When looking to fund higher education, both grants and scholarships are almost free, government-supplied sources of cash to assist students cover the cost of their continuing education. Unlike student loans, which often have to be repaid, grants only have to be claimed (although there is an extensive application process). Unlike loans, there is very little time to go through the formalities involved in claiming these funds. Grants are not only a great help when it comes to funding your education but they can also save you hundreds of thousands of dollars over the life of your education.
Scholarships are more complicated than grants. For starters, there is no free grant money available for scholarships – rather, the funding comes from private foundations, corporations, etc, rather than from the government. This means that you will have to search out these sources and apply for as many scholarships as you can. The amount of scholarships you can get depends on the scholarships program you are applying for.
But what about the source – federal student loans?
Federal funding is probably the best available – there’s hardly any competition from universities and colleges to receive federal funding. The rules are slightly different when applying for loans from banks or other private lenders – you’ll need to show a good credit history and have a minimum score. If you do qualify for federal student loan funding, then you’re lucky – but this is where you’ll need to take the time to research exactly what you can expect.
When researching what you can expect to receive from federal student loans – private lending – first you’ll have to decide what type of lender you want to go with. There are both government and private lenders out there – in order to compare the two you’ll need to look at the interest rates. In general, the rates offered by government-owned banks and lending institutions are generally better than those offered by private lenders. However, this difference is not that large, and in order to secure the best interest rates you’ll need to shop around and compare.
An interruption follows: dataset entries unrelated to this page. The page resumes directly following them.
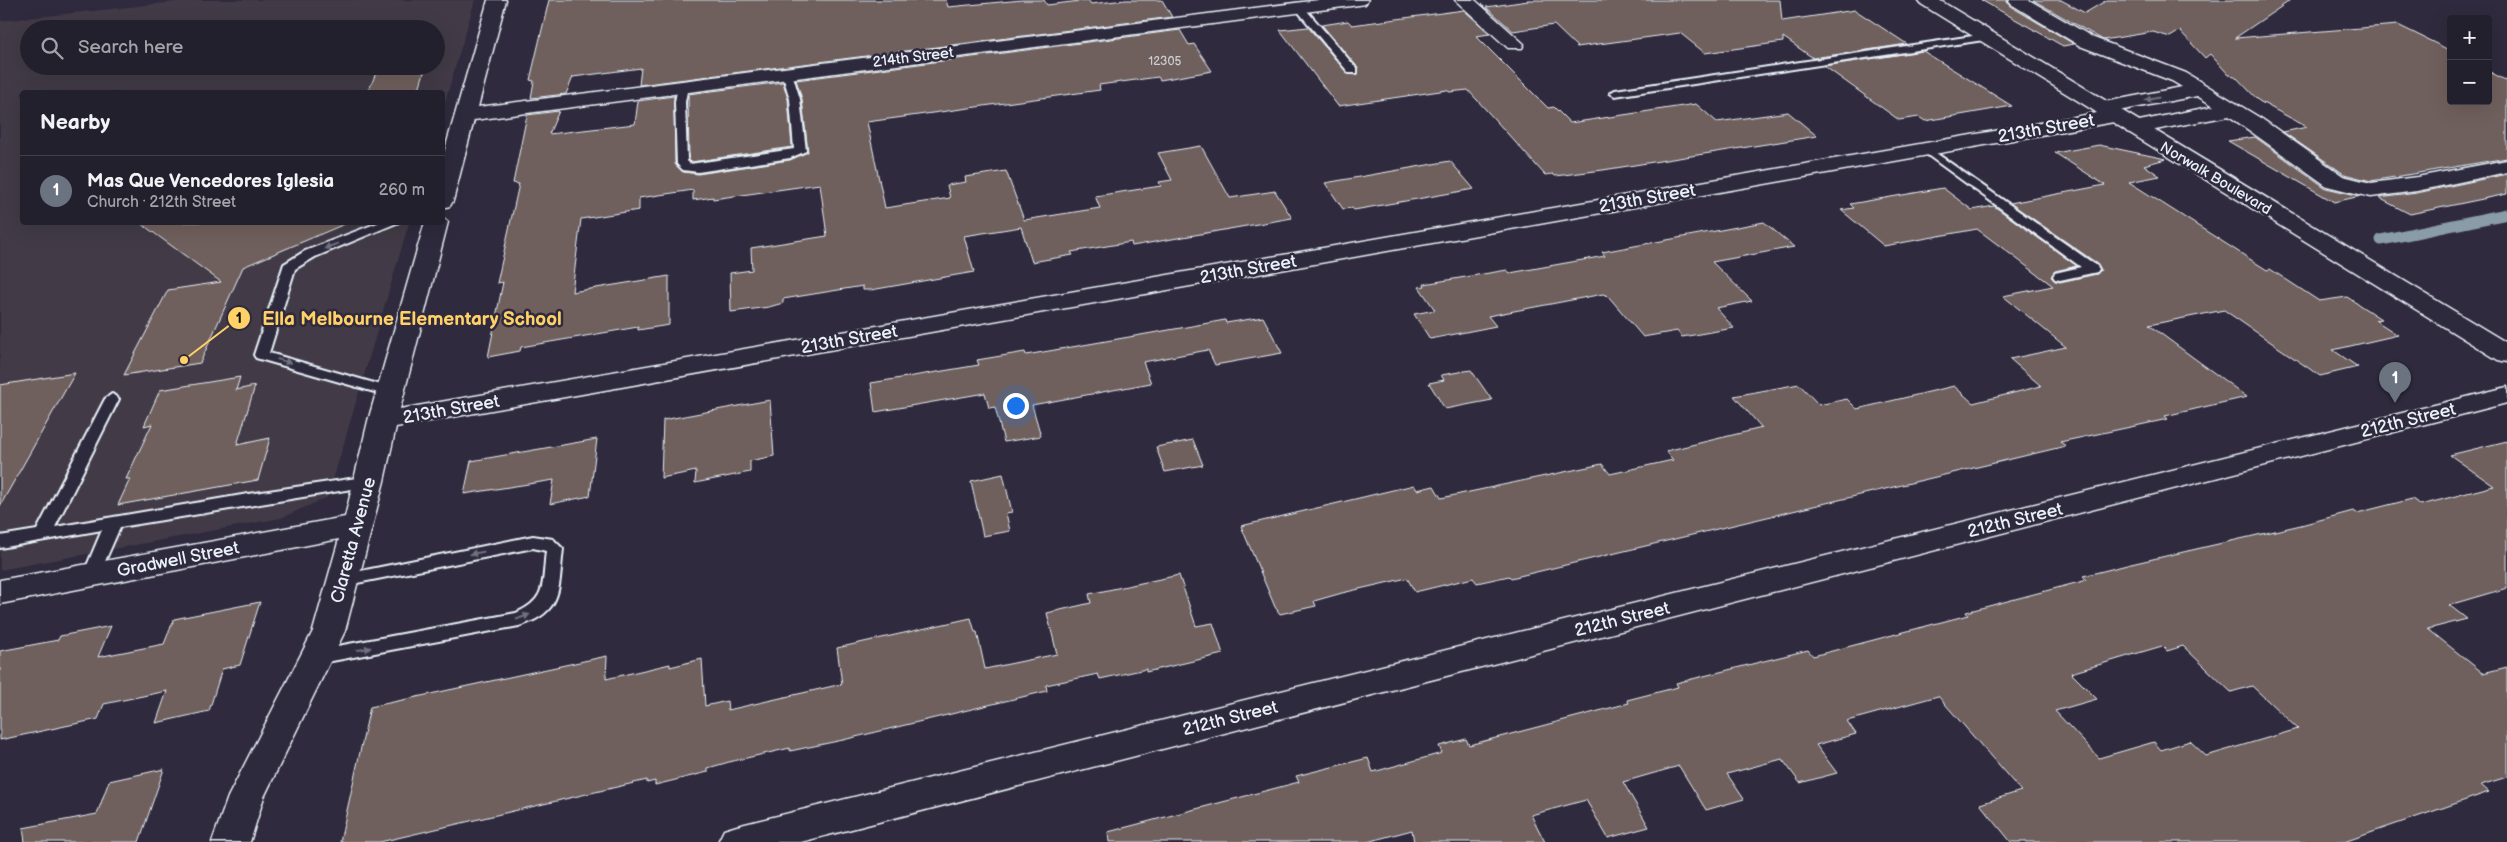 <!DOCTYPE html>
<meta charset="utf-8">
<style>
:root{--surface:#23202e;--page:#2b2836;--text:#f1f3f6;--muted:#a3a3aa;--line:#403e4a;--accent:#ffd166}
body{margin:0;font-family:"Balsamiq Sans",sans-serif;background:var(--page);color:var(--text)}
.controls{position:absolute;right:15px;top:15px;display:grid;overflow:hidden;border-radius:5px;box-shadow:0 5px 20px #0002}
.controls button{width:45px;height:45px;display:grid;place-items:center;padding:0;border:0;border-bottom:1px solid var(--line);background:var(--surface);color:var(--text);font:25px sans-serif}
.you{position:absolute;left:1015px;top:405px;width:18px;height:18px;margin:-12px;border:4px solid #fff;border-radius:50%;background:#1a73e8;box-shadow:0 0 0 8px #1a73e833}
.badge{display:grid;place-items:center;width:32px;height:32px;border-radius:50%;background:var(--accent);color:#fff;font-size:16px;font-weight:700}
.pin{position:absolute;translate:-50% -41px;filter:drop-shadow(0 1px 2px #0008)}
.pin::after{content:'';position:absolute;top:26px;width:18px;height:15px;background:inherit;clip-path:polygon(0 0,100% 0,50% 100%)}
.list{margin:0;padding:0;list-style:none}
h2{display:flex;justify-content:space-between;align-items:center;height:65px;margin:0;padding:0 20px;font-size:21px}
h2 small{font-size:16px;font-weight:400;color:var(--muted)}
.list li{display:grid;grid-template-columns:32px 1fr auto;gap:15px;align-items:center;box-sizing:border-box;height:70px;padding:0 20px;border-top:1px solid var(--line)}
.list b{display:block;font-size:19px;white-space:nowrap}
.list p{margin:0;font-size:16px;white-space:nowrap;color:var(--muted)}
.list em{font-size:16px;font-style:normal;color:var(--muted)}
.icon{flex:none;width:28px;height:28px;fill:none;stroke:currentColor;stroke-width:2;stroke-linecap:round;stroke-linejoin:round}
.map{position:relative;flex:none;width:2507px;height:842px;overflow:hidden}
.search{position:absolute;background:var(--surface);box-shadow:0 5px 20px #0002;left:20px;top:20px;width:425px;height:55px;display:flex;align-items:center;gap:12px;box-sizing:border-box;padding:0 18px;border-radius:28px;color:var(--muted);font-size:19px}
.panel{position:absolute;background:var(--surface);box-shadow:0 5px 20px #0002;left:20px;top:90px;width:425px;height:135px;border-radius:5px}
.map>svg:first-child{display:block}
.built{fill:#423a47;fill-rule:evenodd}
.lines{fill:none;stroke-linecap:round;stroke-linejoin:round}
.stream{stroke:#899ca8;stroke-width:11}
.building{fill:#6f605d;stroke:#e8f1f8;fill-rule:evenodd}
.lane-casing{stroke:#e8f1f8;stroke-width:4}
.street-casing{stroke:#e8f1f8;stroke-width:3}
.secondary-casing{stroke:#e8f1f8;stroke-width:3}
.lane{fill:#2f2a3d;fill-rule:evenodd}
.street{fill:#2f2a3d;fill-rule:evenodd}
.secondary{fill:#2f2a3d;fill-rule:evenodd}
.oneway{fill:#70707e}
.labels{text-anchor:middle;stroke-width:5;stroke-linejoin:round;paint-order:stroke}
.far-number-label{font-size:12px;fill:#cacdd1}
.far-street-label{font-size:15px;fill:#e8f1f8;stroke:#2f2a3d}
.street-label{font-size:18px;fill:#e8f1f8;stroke:#2f2a3d}
.leader{fill:none;stroke:#ffd166;stroke-width:2}
.callout-dot{fill:#ffd166;stroke:#2f2a3d;stroke-width:2}
.mark-label{font-size:15px;text-anchor:middle;font-weight:bold;fill:#111}
.callout-label{font-size:19px;text-anchor:middle;font-weight:bold;fill:#ffd166;stroke:#2f2a3d;stroke-width:5;stroke-linejoin:round;paint-order:stroke}
</style>
<div class="map">
<svg width="2507" height="842" viewBox="0 0 2507 842">
<rect width="100%" height="100%" fill="#2f2a3d"/>
<filter id="ink" filterUnits="userSpaceOnUse"><feTurbulence type="fractalNoise" baseFrequency=".02" numOctaves="2"/><feDisplacementMap in="SourceGraphic" scale="10" xChannelSelector="R" yChannelSelector="G"/><feConvolveMatrix kernelMatrix="1 2 1 2 8 2 1 2 1" color-interpolation-filters="sRGB"/></filter>
<g filter="url(#ink)">
<path class="built" d="M 193,0 L 475,0 L 443,109 L 442,92 L 22,92 L 22,222 L 409,223 L 328,497 L 281,518 L 0,570 L 0,21 ZM 29,29 L 436,29 L 436,66 L 29,66 Z"/>
<g class="lines">
<path class="stream" d="M 2381,240 L 2507,214"/>
</g>
<g class="building">
<path d="M 549,0 L 946,0 L 948,7 L 1022,0 L 1044,0 L 1047,5 L 1088,0 L 1091,4 L 1125,0 L 1162,0 L 1172,17 L 639,85 L 641,68 L 573,77 L 566,94 L 531,98 L 534,81 L 530,80 Z"/>
<path d="M 1527,0 L 1780,0 L 1782,21 L 1855,10 L 1907,44 L 1813,58 L 1783,37 L 1783,42 L 1705,53 L 1680,33 L 1577,47 L 1554,25 L 1513,31 L 1486,7 L 1528,1 Z"/>
<path d="M 1981,0 L 2006,0 L 2010,6 L 2074,44 L 2063,46 Z"/>
<path d="M 2033,0 L 2061,0 L 2085,13 L 2107,0 L 2291,0 L 2235,38 L 2398,25 L 2451,51 L 2451,101 L 2488,101 L 2488,71 L 2507,81 L 2507,158 L 2371,181 L 2344,174 L 2283,132 L 2307,127 L 2259,101 L 2235,76 L 2229,75 L 2210,54 L 2205,58 L 2180,31 L 2170,37 L 2153,32 L 2103,40 Z"/>
<path d="M 1464,10 L 1490,34 L 1476,36 L 1548,108 L 1554,107 L 1570,123 L 1696,104 L 1717,122 L 1788,112 L 1817,136 L 1603,170 L 1555,176 L 1553,174 L 1545,175 L 1468,90 L 1449,92 L 1447,90 L 1338,106 L 1280,30 L 1308,27 L 1348,74 L 1357,75 L 1358,68 L 1322,25 L 1348,21 L 1352,25 Z"/>
<path d="M 1180,30 L 1189,45 L 1194,44 L 1212,71 L 1160,80 L 1158,77 L 1099,85 L 1100,90 L 867,122 L 885,208 L 950,198 L 947,185 L 966,182 L 965,177 L 1006,171 L 1024,220 L 1100,208 L 1095,196 L 1161,186 L 1159,182 L 1172,180 L 1158,153 L 1201,146 L 1230,198 L 1275,191 L 1292,218 L 1132,246 L 1131,242 L 1071,252 L 1073,255 L 1032,262 L 1021,227 L 964,236 L 974,272 L 871,290 L 863,290 L 863,286 L 783,299 L 783,303 L 769,307 L 731,312 L 730,273 L 752,270 L 751,248 L 827,236 L 820,184 L 713,199 L 713,197 L 693,200 L 693,190 L 639,198 L 639,210 L 581,219 L 572,292 L 669,276 L 669,325 L 638,330 L 638,327 L 521,347 L 520,351 L 488,357 L 503,282 L 497,283 L 519,184 L 513,183 L 527,115 L 559,111 L 549,134 L 635,124 L 638,101 L 674,96 L 675,164 L 683,172 L 698,174 L 790,160 L 808,152 L 802,99 L 796,80 Z"/>
<path d="M 1923,51 L 2012,106 L 1925,121 L 1919,117 L 1899,120 L 1824,66 Z"/>
<path d="M 379,66 L 426,66 L 418,92 L 368,92 Z"/>
<path d="M 783,82 L 788,99 L 792,147 L 691,162 L 689,160 L 688,94 Z"/>
<path d="M 2255,137 L 2326,188 L 2361,196 L 2334,202 L 2228,141 Z"/>
<path d="M 2099,145 L 2166,159 L 2144,165 L 2160,176 L 2129,182 L 2267,270 L 2270,269 L 2319,301 L 2347,297 L 2381,319 L 2375,320 L 2398,335 L 2333,350 L 2358,367 L 2320,376 L 2224,310 L 2149,325 L 2247,397 L 2165,416 L 2168,419 L 2060,442 L 2066,446 L 1511,578 L 1509,576 L 1477,583 L 1473,578 L 1415,592 L 1407,578 L 1342,593 L 1314,601 L 1316,606 L 1280,614 L 1275,607 L 1241,526 L 1414,485 L 1417,490 L 1434,486 L 1441,498 L 1602,464 L 1610,474 L 1673,460 L 1666,451 L 1762,428 L 1734,396 L 1799,384 L 1819,405 L 1847,399 L 1857,409 L 1954,386 L 1973,403 L 2041,386 L 2010,359 L 2066,347 L 2003,296 L 2053,286 L 1977,229 L 1884,246 L 1841,210 L 1854,208 L 1850,204 L 1943,188 L 1972,210 L 1994,206 L 2077,266 L 2055,271 L 2051,277 L 2055,281 L 2060,282 L 2097,274 L 2101,270 L 2098,264 L 2010,203 L 2105,185 L 2055,153 Z"/>
<path d="M 1450,161 L 1474,189 L 1354,210 L 1352,208 L 1343,209 L 1325,183 Z"/>
<path d="M 2507,174 L 2507,194 L 2410,214 L 2379,198 L 2417,193 Z"/>
<path d="M 139,222 L 347,222 L 347,223 L 243,267 L 200,363 L 124,375 L 168,290 L 221,282 Z"/>
<path d="M 1764,222 L 1794,247 L 1712,262 L 1752,301 L 1716,308 L 1734,328 L 1682,337 L 1677,331 L 1643,337 L 1608,296 L 1603,294 L 1488,316 L 1496,326 L 1430,339 L 1414,314 L 1435,310 L 1419,287 L 1425,286 L 1424,284 L 1507,270 L 1510,273 L 1605,256 L 1602,252 Z"/>
<path d="M 1263,317 L 1282,353 L 1215,365 L 1208,350 L 1143,362 L 1151,383 L 1032,405 L 1041,436 L 1004,442 L 995,407 L 989,408 L 985,393 L 875,412 L 871,383 L 979,365 L 977,360 L 1025,352 L 1026,355 L 1192,326 L 1225,320 L 1226,323 Z"/>
<path d="M 1471,370 L 1492,400 L 1445,409 L 1429,383 L 1444,380 L 1441,375 Z"/>
<path d="M 75,373 L 0,506 L 0,385 Z"/>
<path d="M 240,377 L 236,390 L 255,386 L 237,445 L 270,438 L 258,480 L 118,505 L 130,479 L 126,479 L 152,424 L 144,426 L 160,390 Z"/>
<path d="M 770,400 L 774,456 L 750,461 L 750,472 L 695,483 L 696,471 L 661,478 L 663,420 Z"/>
<path d="M 597,439 L 590,496 L 550,504 L 554,480 L 464,494 L 471,461 Z"/>
<path d="M 1193,440 L 1203,465 L 1165,472 L 1156,447 Z"/>
<path d="M 2507,441 L 2507,588 L 2449,605 L 2467,619 L 2428,629 L 2483,673 L 2507,667 L 2507,777 L 2481,785 L 2489,792 L 2344,842 L 2011,842 L 1980,804 L 2021,791 L 1938,696 L 1847,721 L 1856,734 L 1816,745 L 1837,773 L 1800,783 L 1782,759 L 1727,774 L 1744,799 L 1706,810 L 1679,766 L 1623,782 L 1649,827 L 1608,838 L 1586,800 L 1531,815 L 1545,842 L 1414,842 L 1412,830 L 1367,842 L 1109,842 L 1108,832 L 1299,782 L 1296,776 L 1368,758 L 1373,772 L 1442,753 L 1439,746 L 1466,739 L 1469,745 L 1629,703 L 1627,700 L 1678,687 L 1676,683 L 1808,650 L 1813,656 L 1832,651 L 1968,615 L 1966,612 L 2087,580 L 2083,576 L 2131,564 L 2301,525 L 2353,511 L 2357,513 L 2412,499 L 2421,505 L 2494,486 L 2450,455 ZM 2162,646 L 2167,651 L 2183,646 L 2231,692 L 2252,686 L 2298,729 L 2206,756 L 2190,741 L 2161,750 L 2154,742 L 2099,758 L 2055,711 L 2097,699 L 2071,673 Z"/>
<path d="M 1003,474 L 1012,512 L 1006,513 L 1010,531 L 983,536 L 971,481 Z"/>
<path d="M 1179,575 L 1196,626 L 1213,623 L 1223,654 L 1146,672 L 1146,669 L 1100,679 L 1098,674 L 1046,685 L 1047,691 L 843,740 L 790,751 L 790,748 L 729,762 L 708,768 L 708,772 L 655,785 L 655,781 L 647,783 L 647,780 L 380,842 L 340,842 L 370,707 L 607,656 L 606,679 L 670,664 L 670,667 L 702,659 L 705,706 L 727,701 L 728,710 L 842,684 L 837,648 L 971,618 L 975,632 L 977,632 L 985,669 L 1057,654 L 1047,613 L 1091,603 L 1089,594 Z"/>
<path d="M 260,602 L 240,665 L 222,669 L 209,711 L 156,723 L 167,691 L 104,704 L 98,719 L 0,740 L 0,651 L 58,640 L 60,636 L 111,626 L 98,657 L 164,644 L 174,619 Z"/>
<path d="M 164,769 L 139,842 L 25,842 L 23,828 L 97,814 L 109,781 Z"/>
</g>
<g class="lines">
<defs>
<g id="lane">
<path d="M 1296,5 L 1302,5 L 1357,69 L 1357,73 L 1349,73 L 1296,9 Z"/>
<path d="M 1986,34 L 1991,37 L 1990,39 L 1615,96 L 1610,93 L 1615,90 Z"/>
<path d="M 787,70 L 792,73 L 800,99 L 806,151 L 790,158 L 698,172 L 683,170 L 677,164 L 675,102 L 678,86 L 683,83 L 688,86 L 685,102 L 687,161 L 690,164 L 794,149 L 790,99 L 782,73 Z"/>
<path d="M 1926,146 L 2097,266 L 2099,269 L 2097,272 L 2060,280 L 2055,279 L 2053,276 L 2055,273 L 2081,267 L 1922,151 L 1922,147 Z"/>
<path d="M 380,222 L 399,222 L 315,257 L 295,269 L 269,353 L 395,389 L 397,392 L 395,395 L 385,395 L 256,358 L 254,355 L 284,264 L 305,251 Z"/>
<path d="M 112,394 L 119,399 L 55,527 L 248,494 L 370,476 L 376,477 L 378,481 L 376,485 L 370,486 L 120,527 L 99,575 L 97,579 L 91,581 L 85,579 L 83,575 L 102,530 L 0,548 L 0,536 L 37,530 L 105,399 Z"/>
<path d="M 533,536 L 553,539 L 563,549 C 558,589 564,612 519,626 L 316,664 L 310,662 L 307,657 L 310,652 L 316,650 L 516,613 C 548,599 542,582 546,551 L 533,548 L 342,586 L 336,584 L 333,580 L 336,576 Z"/>
</g>
<g id="street">
<path d="M 488,0 L 506,0 L 478,107 L 1318,0 L 1368,0 L 1365,4 L 1359,5 L 474,120 L 453,201 L 450,206 L 442,208 L 442,160 Z"/>
<path d="M 1455,0 L 1475,0 L 1524,44 L 1522,48 L 1508,48 Z"/>
<path d="M 2008,0 L 2029,0 L 2094,38 L 2186,73 L 2262,119 L 2343,176 L 2371,183 L 2417,177 L 2507,160 L 2507,172 L 2417,191 L 2371,197 L 2327,186 L 2229,116 L 2134,134 L 2127,132 L 2124,128 L 2127,124 L 2134,122 L 2214,106 L 2197,96 L 2118,111 L 2124,116 L 2121,120 L 2114,122 L 396,427 L 384,481 L 345,631 L 264,797 L 250,842 L 212,842 L 228,797 L 313,631 L 339,539 L 0,604 L 0,580 L 345,517 L 368,421 L 425,222 L 442,222 L 442,217 L 448,222 L 400,409 L 2097,113 L 2091,108 L 2094,104 L 2182,87 L 2172,81 L 2080,46 L 2011,4 Z"/>
<path d="M 2507,387 L 2507,403 L 801,842 L 718,842 L 724,830 L 737,826 Z"/>
</g>
<path id="secondary" d="M 1918,0 L 1939,0 L 2507,343 L 2507,362 L 2498,360 L 1921,4 Z"/>
</defs>
<use href="#lane" class="lane-casing"/>
<use href="#street" class="street-casing"/>
<use href="#secondary" class="secondary-casing"/>
<use href="#lane" class="lane"/>
<use href="#street" class="street"/>
<use href="#secondary" class="secondary"/>
</g>
<defs><path id="oneway-solid" d="M-6-.8H1V-3.2L6.5 0L1 3.2V.8H-6Z" transform="scale(1.25)"/></defs>
<g class="oneway">
<use href="#oneway-solid" transform="translate(2152 99) rotate(169)"/>
<use href="#oneway-solid" transform="translate(331 246) rotate(159)"/>
<use href="#oneway-solid" transform="translate(284 361) rotate(16)"/>
<use href="#oneway-solid" transform="translate(477 553) rotate(169)"/>
<use href="#oneway-solid" transform="translate(523 617) rotate(-21)"/>
<use href="#oneway-solid" transform="translate(364 649) rotate(-10)"/>
</g>
</g>
<g class="labels">
<g class="far-number-label">
<text x="1165" y="65">12305</text>
</g>
<g class="far-street-label">
<text transform="translate(913 57) rotate(-7)" y="5">214th Street</text>
<text transform="translate(2216 178) rotate(31)" y="5">Norwalk Boulevard</text>
</g>
<g class="street-label">
<text transform="translate(2046 128) rotate(-10)" y="6">213th Street</text>
<text transform="translate(1647 198) rotate(-10)" y="6">213th Street</text>
<text transform="translate(1248 269) rotate(-10)" y="6">213th Street</text>
<text transform="translate(849 339) rotate(-10)" y="6">213th Street</text>
<text transform="translate(451 409) rotate(-10)" y="6">213th Street</text>
<text transform="translate(2408 420) rotate(-14)" y="6">212th Street</text>
<text transform="translate(2015 520) rotate(-14)" y="6">212th Street</text>
<text transform="translate(353 540) rotate(-75)" y="6">Claretta Avenue</text>
<text transform="translate(178 559) rotate(-11)" y="6">Gradwell Street</text>
<text transform="translate(1622 619) rotate(-14)" y="6">212th Street</text>
<text transform="translate(1230 718) rotate(-14)" y="6">212th Street</text>
</g>
</g>
<path class="leader" d="M184 360L239 318"/>
<g class="callout-dot">
<circle cx="184" cy="360" r="5"/>
<circle cx="239" cy="318" r="12"/>
</g>
<g class="mark-label">
<text x="239" y="323">1</text>
</g>
<g class="callout-label">
<text x="412" y="325">Ella Melbourne Elementary School</text>
</g>
</svg>
<div class="controls">
<button>+</button>
<button>−</button>
</div>
<div class="you"></div>
<div class="pin badge" style="left:2395px;top:403px;background:#6b7280">1</div>
<div class="search"><svg class="icon" aria-label="search" viewBox="0 0 24 24"><circle cx="10" cy="10" r="6"/><path d="M15 15l6 6"/></svg>Search here</div>
<section class="panel">
<h2>Nearby<small></small></h2>
<ul class="list">
<li><span class="badge" style="background:#6b7280">1</span><div><b>Mas Que Vencedores Iglesia</b><p>Church · 212th Street</p></div><em>260 m</em></li>
</ul>
</section>
</div>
If you’re looking to apply for federal financing, the interest rate is not the only thing you will need to consider. You also need to look at the repayment plan – are you able to make the repayment plan and the payments over the long term? Some private lenders offer a grace period following graduation, and if you want to take advantage of this you’ll need to find out what the criteria are for receiving the lower interest rate. Some private loans don’t require any grace period at all, but most do – it’s a good idea to see what sort of interest rate you will be offered based on your repayment plan.
You can’t rely just on the federal government when it comes to student loan debt relief. It’s true that most of them will help you when it comes to private loans – but you have to shop around in order to find the lowest available rate. You may not be able to secure the lowest available interest rate on federally funded private loans – the reason why you’re applying in the first place is to get a lower interest rate for your education. So, whether you want to borrow money for your higher education straight from the government or private lenders you will need to have a plan in place for finding the best deal.